Tate Modern, London
19 January–25 April 2011
by CELIA WHITE
Not only in combining these media, but in seeking his inspiration and often the physical components of his works in the surrounding environment of daily existence, Orozco has regarded the everyday object and our encounter with it as a springboard for conceptual and material production. If not radical, following as it does a long legacy of art’s approach to the found object, Orozco’s work is sculpture for a new era: one defined by globalised culture and lack of geographical specificity as well as by a far less formal and serious relationship with the object that is only possible in an age dominated by “things”.

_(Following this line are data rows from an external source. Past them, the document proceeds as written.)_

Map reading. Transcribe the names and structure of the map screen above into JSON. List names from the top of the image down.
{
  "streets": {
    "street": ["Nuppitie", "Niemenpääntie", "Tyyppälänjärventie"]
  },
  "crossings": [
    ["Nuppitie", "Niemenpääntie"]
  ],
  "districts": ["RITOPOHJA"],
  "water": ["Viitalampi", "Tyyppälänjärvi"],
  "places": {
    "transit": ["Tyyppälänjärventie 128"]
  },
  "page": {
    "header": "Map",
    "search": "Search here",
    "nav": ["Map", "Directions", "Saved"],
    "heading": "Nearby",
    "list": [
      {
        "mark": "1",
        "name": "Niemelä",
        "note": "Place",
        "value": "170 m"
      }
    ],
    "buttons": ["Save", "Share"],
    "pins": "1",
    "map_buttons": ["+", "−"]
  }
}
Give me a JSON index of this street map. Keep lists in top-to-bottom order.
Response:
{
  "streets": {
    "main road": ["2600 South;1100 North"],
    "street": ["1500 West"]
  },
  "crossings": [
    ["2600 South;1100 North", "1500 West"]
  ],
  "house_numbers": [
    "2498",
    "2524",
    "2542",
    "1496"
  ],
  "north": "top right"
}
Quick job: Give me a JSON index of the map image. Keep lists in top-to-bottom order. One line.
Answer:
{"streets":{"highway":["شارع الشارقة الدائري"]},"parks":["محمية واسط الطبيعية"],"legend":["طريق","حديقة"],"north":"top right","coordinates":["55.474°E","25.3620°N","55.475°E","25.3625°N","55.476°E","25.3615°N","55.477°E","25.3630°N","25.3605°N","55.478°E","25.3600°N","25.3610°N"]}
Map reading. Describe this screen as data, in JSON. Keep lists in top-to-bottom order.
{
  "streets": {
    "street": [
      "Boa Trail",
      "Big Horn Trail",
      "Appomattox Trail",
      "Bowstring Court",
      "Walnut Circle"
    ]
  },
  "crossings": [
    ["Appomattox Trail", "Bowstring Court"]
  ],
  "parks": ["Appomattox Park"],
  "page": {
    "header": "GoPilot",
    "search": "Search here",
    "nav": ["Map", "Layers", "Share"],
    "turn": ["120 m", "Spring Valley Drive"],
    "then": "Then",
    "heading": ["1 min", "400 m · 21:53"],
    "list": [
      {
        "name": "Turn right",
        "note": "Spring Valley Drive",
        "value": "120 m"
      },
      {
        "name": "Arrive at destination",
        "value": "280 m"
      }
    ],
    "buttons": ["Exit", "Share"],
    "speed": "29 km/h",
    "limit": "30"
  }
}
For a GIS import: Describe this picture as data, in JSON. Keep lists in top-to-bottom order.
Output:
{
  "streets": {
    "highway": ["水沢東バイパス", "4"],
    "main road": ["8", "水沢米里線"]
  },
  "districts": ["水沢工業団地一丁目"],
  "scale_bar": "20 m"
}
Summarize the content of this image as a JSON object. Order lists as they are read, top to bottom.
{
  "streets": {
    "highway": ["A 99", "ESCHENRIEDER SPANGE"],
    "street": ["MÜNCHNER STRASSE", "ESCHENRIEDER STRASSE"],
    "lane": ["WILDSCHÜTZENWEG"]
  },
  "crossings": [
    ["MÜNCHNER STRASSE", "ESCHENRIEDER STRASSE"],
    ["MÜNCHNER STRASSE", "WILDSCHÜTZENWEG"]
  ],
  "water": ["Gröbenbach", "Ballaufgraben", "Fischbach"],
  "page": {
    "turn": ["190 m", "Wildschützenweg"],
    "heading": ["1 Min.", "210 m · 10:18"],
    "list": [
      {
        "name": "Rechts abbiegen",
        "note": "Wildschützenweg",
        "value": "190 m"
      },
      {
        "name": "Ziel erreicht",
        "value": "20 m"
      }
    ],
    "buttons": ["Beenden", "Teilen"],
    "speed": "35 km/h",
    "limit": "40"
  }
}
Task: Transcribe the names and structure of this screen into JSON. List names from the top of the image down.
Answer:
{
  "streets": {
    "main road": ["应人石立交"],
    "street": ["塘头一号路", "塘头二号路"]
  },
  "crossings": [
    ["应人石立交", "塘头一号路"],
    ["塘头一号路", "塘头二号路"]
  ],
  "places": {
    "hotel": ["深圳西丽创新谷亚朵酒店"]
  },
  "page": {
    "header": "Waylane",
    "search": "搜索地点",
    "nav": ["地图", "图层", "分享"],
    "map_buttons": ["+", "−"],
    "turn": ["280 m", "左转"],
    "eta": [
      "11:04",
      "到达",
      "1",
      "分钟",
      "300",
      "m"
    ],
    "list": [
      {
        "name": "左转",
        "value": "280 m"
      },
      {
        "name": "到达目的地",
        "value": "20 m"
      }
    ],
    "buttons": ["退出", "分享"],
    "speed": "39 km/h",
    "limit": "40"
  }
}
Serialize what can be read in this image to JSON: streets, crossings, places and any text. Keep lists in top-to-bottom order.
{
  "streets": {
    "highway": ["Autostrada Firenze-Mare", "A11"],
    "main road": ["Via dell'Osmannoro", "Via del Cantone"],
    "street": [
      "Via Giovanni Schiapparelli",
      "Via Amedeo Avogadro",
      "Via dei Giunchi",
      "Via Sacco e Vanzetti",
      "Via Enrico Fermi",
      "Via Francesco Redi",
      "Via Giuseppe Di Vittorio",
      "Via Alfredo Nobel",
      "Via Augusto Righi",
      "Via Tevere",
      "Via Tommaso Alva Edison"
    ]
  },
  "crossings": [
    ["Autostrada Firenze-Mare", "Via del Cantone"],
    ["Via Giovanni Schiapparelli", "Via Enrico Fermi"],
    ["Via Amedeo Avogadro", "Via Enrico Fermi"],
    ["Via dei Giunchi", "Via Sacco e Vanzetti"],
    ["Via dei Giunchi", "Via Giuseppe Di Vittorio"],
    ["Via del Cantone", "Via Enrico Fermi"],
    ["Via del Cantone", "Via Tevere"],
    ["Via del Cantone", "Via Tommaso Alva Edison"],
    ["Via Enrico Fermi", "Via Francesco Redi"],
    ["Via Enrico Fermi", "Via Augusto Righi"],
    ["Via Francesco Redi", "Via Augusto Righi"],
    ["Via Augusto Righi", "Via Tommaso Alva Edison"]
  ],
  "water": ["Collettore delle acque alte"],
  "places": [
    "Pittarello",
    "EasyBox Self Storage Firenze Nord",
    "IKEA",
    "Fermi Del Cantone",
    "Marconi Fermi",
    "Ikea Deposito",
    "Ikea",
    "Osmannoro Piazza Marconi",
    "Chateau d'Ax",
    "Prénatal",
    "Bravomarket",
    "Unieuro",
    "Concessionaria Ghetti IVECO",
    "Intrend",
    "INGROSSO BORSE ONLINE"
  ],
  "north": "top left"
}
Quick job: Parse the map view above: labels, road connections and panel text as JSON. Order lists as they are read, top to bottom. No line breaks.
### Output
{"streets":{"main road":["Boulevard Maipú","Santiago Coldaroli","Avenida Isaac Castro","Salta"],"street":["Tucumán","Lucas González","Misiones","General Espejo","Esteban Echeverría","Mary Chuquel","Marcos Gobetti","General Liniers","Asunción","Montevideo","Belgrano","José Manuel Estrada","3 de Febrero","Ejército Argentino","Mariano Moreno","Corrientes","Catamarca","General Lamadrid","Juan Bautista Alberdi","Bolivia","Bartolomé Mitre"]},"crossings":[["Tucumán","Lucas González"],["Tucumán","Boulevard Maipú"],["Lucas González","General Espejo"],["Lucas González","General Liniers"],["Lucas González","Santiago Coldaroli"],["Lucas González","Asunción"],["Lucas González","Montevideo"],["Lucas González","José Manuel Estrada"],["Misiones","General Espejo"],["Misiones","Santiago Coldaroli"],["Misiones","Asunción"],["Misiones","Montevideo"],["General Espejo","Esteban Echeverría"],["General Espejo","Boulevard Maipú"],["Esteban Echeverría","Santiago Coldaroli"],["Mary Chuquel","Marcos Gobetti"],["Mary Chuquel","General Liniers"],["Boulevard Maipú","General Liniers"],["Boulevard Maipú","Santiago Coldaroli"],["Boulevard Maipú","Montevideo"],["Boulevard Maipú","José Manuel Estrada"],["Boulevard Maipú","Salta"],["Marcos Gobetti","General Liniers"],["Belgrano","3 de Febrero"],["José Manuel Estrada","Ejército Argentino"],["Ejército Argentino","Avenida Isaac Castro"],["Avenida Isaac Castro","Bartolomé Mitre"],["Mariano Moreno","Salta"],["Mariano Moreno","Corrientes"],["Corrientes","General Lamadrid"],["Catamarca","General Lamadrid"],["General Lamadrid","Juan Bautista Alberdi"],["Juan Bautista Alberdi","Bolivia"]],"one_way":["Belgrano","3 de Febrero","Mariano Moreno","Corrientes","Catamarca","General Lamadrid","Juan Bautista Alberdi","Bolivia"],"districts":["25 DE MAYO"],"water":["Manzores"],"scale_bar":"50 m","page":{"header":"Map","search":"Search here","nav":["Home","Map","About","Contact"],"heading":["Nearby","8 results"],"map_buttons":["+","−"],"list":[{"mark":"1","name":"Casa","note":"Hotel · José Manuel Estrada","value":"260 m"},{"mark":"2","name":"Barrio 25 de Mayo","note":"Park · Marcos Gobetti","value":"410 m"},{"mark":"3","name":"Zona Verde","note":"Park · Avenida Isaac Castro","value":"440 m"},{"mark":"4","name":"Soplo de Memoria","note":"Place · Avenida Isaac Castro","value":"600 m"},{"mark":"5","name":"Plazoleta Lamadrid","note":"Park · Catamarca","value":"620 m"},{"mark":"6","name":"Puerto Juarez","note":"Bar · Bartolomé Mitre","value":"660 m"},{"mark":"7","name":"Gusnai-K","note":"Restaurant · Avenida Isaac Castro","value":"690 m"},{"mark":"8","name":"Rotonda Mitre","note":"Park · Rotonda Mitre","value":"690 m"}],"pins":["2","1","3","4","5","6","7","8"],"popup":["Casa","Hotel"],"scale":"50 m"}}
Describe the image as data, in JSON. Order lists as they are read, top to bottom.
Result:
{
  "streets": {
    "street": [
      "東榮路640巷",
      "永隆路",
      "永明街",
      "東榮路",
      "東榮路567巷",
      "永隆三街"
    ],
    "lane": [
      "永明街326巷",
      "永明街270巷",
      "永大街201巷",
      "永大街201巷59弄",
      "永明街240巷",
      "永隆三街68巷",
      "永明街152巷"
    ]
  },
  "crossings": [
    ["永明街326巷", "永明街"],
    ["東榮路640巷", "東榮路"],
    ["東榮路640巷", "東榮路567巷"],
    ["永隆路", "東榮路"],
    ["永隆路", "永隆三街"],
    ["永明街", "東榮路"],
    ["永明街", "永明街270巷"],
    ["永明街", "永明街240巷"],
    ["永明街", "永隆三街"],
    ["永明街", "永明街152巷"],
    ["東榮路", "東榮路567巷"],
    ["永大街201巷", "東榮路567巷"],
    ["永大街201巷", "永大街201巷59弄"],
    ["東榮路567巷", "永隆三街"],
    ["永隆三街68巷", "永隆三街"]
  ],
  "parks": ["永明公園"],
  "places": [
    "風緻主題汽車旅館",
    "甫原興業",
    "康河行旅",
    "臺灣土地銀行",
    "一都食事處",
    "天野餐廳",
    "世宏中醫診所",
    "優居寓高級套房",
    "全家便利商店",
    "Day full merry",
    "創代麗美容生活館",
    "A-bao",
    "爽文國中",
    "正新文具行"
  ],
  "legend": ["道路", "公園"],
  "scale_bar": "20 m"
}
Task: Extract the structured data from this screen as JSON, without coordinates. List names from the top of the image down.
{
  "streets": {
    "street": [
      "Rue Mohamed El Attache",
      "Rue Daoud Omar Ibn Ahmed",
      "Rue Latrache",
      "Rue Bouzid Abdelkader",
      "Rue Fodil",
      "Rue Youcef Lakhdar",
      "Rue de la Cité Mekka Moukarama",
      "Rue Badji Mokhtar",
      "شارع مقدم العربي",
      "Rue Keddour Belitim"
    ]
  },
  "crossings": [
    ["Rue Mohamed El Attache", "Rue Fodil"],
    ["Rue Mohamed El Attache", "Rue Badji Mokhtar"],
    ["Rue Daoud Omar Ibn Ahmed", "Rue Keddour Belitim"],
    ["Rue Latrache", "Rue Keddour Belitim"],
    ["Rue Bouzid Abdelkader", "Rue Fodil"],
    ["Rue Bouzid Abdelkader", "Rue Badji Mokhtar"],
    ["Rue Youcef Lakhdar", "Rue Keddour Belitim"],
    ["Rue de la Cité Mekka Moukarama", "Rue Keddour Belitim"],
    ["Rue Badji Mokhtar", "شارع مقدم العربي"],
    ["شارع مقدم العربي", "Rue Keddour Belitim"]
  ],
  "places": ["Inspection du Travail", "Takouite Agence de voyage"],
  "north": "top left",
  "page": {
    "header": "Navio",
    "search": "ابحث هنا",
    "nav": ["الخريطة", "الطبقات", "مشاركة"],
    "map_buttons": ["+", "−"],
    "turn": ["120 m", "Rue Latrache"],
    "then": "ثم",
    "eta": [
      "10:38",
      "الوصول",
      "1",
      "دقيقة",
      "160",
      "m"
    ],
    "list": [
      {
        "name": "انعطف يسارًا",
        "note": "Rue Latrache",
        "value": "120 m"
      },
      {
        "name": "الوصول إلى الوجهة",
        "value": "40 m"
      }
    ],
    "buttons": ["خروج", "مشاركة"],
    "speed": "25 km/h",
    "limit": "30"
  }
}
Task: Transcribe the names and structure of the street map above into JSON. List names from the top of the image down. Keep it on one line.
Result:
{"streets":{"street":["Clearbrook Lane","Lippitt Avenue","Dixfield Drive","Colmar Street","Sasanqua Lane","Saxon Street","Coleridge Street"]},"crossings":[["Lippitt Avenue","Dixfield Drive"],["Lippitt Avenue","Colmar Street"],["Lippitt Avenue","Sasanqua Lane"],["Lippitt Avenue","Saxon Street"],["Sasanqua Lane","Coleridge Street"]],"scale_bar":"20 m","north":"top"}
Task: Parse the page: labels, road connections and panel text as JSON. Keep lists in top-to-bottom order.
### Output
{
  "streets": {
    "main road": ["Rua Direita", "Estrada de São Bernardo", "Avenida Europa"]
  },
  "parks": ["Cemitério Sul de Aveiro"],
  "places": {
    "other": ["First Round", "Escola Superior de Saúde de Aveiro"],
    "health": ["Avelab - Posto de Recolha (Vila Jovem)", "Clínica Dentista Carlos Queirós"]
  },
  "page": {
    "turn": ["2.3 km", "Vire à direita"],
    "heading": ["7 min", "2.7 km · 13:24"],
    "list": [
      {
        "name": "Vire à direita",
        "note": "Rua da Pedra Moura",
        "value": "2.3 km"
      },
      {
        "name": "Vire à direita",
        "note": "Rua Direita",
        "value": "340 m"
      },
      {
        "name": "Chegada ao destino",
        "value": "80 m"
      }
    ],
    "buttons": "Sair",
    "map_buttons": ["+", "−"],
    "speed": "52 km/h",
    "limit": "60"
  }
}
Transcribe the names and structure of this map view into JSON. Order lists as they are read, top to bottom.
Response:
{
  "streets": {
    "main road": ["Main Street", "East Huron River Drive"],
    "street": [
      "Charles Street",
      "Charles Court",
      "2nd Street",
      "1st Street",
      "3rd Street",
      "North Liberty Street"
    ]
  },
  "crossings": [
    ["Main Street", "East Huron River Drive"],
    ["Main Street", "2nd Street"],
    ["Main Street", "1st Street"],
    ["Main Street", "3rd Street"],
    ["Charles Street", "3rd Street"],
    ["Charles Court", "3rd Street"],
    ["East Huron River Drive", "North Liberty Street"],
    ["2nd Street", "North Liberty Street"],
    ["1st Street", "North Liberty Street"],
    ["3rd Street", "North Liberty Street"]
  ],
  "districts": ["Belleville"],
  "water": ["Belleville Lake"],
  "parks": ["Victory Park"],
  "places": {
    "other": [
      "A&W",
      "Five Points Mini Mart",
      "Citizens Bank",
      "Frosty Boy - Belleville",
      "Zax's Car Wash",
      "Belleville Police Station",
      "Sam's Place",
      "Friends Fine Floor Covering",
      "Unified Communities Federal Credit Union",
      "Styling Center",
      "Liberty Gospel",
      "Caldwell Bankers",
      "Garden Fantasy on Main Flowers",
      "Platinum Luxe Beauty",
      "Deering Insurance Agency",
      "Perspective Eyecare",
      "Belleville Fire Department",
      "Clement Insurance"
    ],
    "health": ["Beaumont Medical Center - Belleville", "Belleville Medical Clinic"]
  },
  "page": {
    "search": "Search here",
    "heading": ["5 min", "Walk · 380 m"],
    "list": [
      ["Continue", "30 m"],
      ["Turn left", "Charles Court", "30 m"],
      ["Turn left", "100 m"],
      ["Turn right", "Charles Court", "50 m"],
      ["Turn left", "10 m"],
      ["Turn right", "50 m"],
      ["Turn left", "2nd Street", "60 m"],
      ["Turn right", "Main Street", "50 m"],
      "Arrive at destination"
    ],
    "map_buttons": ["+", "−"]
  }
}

Our first encounter with Orozco’s work in Tate Modern’s current retrospective summarises this approach: My hands are my heart (1991) is a sculpture formed by the artist squeezing a piece of clay with his two bare hands in a way that creates a new object in the shape of a heart. Orozco implies that sculptural objects are formed as much from careful crafting as they are from the chance impressions left by the body on the world. If it is the case, as Jean Baudrillard stated in the 1980s, that while modernity had foregrounded the subject, post modernity would see the emergence and power of the object, Orozco’s work in an era following modernism and postmodernism can be understood as a conflation of the two – object merged with subject. Tate’s show presents an oeuvre that combines traditional notions of craft with the found object, conceptual sophistication with unexpected encounter.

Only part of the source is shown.